One of those things is beans: chickpeas in particular.
I only break this rule for something that I feel is really worth the value and time it saves in preparation. With chickpeas, I think they should be rehydrated for a long time and when you come home and are looking to make dinner, you just may not have the time.
When you do buy canned foods, always purchase the “low sodium” option. So many of the foods we buy have sodium in them already. When cooking naturally, you can add your own seasoning to the food as its cooking and not have to worry about going way overboard on that blood pressure raising salt.
Don’t get me wrong, salt is great to use as a seasoner during the cooking process, YOU just want to be in charge of how much salt is in your food.
When I started eating mostly vegetarian on a daily basis, finding the right kind of protein-rich foods was a bit of a struggle . . . until I discovered all the great things you could do with chick peas.

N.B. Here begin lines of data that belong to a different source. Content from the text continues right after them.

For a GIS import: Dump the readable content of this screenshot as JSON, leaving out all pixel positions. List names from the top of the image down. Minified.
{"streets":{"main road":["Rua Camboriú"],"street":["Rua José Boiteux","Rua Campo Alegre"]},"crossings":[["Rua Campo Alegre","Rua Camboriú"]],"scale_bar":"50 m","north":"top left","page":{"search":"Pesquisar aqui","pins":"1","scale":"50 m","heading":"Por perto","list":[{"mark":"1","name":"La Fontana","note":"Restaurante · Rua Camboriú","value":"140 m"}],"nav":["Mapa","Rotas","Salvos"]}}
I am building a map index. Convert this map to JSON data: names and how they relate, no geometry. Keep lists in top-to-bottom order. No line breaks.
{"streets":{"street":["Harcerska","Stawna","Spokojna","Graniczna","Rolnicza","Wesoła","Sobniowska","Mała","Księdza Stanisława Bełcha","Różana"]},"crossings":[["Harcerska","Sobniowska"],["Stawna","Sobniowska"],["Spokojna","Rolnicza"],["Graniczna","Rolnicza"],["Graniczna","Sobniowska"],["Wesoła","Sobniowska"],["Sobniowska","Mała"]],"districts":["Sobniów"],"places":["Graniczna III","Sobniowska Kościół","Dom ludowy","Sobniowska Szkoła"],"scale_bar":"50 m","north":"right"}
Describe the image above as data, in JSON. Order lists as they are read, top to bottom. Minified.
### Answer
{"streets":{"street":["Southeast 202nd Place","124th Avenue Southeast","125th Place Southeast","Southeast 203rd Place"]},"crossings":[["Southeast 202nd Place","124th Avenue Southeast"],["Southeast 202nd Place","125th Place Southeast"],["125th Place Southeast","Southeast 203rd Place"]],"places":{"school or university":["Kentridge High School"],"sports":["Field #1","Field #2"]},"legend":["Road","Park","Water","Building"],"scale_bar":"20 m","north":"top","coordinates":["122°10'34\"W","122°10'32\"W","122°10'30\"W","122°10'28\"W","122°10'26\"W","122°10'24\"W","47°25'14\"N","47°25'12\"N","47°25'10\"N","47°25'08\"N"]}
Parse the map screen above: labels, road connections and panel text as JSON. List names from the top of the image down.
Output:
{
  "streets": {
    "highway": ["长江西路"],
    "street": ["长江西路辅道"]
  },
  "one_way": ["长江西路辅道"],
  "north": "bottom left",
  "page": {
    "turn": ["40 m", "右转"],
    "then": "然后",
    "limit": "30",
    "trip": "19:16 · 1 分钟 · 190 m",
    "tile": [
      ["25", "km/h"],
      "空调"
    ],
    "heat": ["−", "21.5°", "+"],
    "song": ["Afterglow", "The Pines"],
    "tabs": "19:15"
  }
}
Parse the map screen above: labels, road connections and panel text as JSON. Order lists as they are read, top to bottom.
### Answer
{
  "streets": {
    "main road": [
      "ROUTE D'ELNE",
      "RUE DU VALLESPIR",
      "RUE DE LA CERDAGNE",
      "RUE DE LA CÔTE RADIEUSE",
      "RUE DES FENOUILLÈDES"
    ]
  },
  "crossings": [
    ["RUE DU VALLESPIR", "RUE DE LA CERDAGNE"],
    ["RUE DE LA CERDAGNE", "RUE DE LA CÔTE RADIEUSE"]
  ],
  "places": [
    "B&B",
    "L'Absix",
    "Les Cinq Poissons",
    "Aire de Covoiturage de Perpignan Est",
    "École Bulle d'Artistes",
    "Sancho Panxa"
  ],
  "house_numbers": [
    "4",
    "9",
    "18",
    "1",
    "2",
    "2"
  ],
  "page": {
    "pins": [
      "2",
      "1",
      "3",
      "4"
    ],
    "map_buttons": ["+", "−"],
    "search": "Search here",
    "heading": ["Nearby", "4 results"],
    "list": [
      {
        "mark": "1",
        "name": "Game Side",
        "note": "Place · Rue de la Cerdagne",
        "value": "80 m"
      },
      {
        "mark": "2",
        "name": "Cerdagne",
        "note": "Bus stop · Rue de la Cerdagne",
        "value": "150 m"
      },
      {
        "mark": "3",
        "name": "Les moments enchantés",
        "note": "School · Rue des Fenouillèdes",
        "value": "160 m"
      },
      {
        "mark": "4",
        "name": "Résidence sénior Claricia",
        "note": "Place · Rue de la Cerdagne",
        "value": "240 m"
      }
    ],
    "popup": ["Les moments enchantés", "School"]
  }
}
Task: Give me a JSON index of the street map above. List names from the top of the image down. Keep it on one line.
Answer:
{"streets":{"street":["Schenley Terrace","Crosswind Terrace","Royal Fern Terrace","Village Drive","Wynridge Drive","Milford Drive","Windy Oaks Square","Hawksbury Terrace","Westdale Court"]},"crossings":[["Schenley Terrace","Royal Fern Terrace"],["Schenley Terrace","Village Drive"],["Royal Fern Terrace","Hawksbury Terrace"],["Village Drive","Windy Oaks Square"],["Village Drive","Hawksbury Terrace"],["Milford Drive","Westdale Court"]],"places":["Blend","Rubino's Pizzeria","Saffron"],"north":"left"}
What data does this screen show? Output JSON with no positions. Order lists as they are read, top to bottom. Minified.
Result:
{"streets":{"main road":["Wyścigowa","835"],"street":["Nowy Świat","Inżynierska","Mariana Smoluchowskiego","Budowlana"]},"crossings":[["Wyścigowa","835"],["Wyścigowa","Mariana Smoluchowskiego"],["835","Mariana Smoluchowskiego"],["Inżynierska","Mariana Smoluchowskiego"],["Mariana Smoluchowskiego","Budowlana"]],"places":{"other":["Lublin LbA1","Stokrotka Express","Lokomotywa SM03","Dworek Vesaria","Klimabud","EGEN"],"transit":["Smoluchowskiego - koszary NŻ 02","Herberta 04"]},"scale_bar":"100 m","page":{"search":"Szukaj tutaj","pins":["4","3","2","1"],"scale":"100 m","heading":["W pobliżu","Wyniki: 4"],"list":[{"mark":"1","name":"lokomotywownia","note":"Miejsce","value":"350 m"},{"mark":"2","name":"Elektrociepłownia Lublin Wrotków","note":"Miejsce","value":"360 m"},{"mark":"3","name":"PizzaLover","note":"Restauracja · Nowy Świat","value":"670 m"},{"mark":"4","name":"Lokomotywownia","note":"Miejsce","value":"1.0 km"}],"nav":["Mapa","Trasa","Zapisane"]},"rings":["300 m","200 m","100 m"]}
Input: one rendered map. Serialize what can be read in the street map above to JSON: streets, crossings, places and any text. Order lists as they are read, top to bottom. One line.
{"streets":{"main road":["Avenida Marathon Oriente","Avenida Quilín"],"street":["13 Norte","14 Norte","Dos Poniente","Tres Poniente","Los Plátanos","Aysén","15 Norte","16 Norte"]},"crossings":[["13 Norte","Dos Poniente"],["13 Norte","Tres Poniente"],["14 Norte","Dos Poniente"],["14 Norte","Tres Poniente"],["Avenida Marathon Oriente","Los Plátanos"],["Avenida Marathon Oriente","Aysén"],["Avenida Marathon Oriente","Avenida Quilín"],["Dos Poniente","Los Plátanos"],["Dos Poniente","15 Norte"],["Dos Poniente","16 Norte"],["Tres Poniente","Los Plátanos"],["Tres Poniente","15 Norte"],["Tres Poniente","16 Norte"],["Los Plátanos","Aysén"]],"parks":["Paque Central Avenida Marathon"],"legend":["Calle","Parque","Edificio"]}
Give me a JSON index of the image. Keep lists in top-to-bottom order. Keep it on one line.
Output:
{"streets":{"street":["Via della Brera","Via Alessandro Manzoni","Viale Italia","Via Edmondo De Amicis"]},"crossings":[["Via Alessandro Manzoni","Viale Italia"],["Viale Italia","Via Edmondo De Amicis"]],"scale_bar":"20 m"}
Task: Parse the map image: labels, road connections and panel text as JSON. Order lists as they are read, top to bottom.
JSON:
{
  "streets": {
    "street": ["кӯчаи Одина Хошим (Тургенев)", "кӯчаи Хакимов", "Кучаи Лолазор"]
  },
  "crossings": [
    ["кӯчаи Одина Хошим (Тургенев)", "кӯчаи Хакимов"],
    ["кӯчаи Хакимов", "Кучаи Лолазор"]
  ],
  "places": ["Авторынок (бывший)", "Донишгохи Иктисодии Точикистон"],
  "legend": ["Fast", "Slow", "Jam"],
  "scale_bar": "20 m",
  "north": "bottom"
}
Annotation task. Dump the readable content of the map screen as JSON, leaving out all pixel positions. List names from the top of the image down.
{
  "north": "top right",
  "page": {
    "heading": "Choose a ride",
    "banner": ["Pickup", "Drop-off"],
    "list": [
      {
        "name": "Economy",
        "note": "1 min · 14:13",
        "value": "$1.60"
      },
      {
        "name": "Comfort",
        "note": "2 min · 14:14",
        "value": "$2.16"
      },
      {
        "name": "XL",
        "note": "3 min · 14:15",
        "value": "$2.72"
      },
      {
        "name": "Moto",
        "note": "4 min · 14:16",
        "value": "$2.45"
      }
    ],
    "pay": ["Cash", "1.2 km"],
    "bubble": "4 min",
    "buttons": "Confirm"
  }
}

This dish has turned into one of my favorite lunches so far. The zucchini soaks up the lemon and is packed with flavor, while the chickpea helps to mellow it out and provide a punch of protein.
What you need:
- 1 can low sodium chickpeas
- 5 slices of sweet onion cut into quarters
- olive oil
- 1/2 lb zucchini very thinly sliced
- 8 large cloves of garlic
- basil and oregano finely chopped to taste
- 1/3 cup lemon juice
- 3 cups of cooked brown rice
What to do:
- Put a bit of olive oil in the pan and heat to halfway between low and medium.
- Once it is hot, add the onion and pressed garlic.
- Saute for about a minute and add the zucchini.
- Add the lemon juice and turn up the heat to medium.
- Wait for the lemon to get hot and stir around the zucchini, making sure it all gets cooked and doesn’t stick together.
- Add in the amount of basil and oregano you want.
- As the zucchini starts to change color, add the chickpeas and continue cooking until the chickpeas are hot and the lemon juice is cooked off.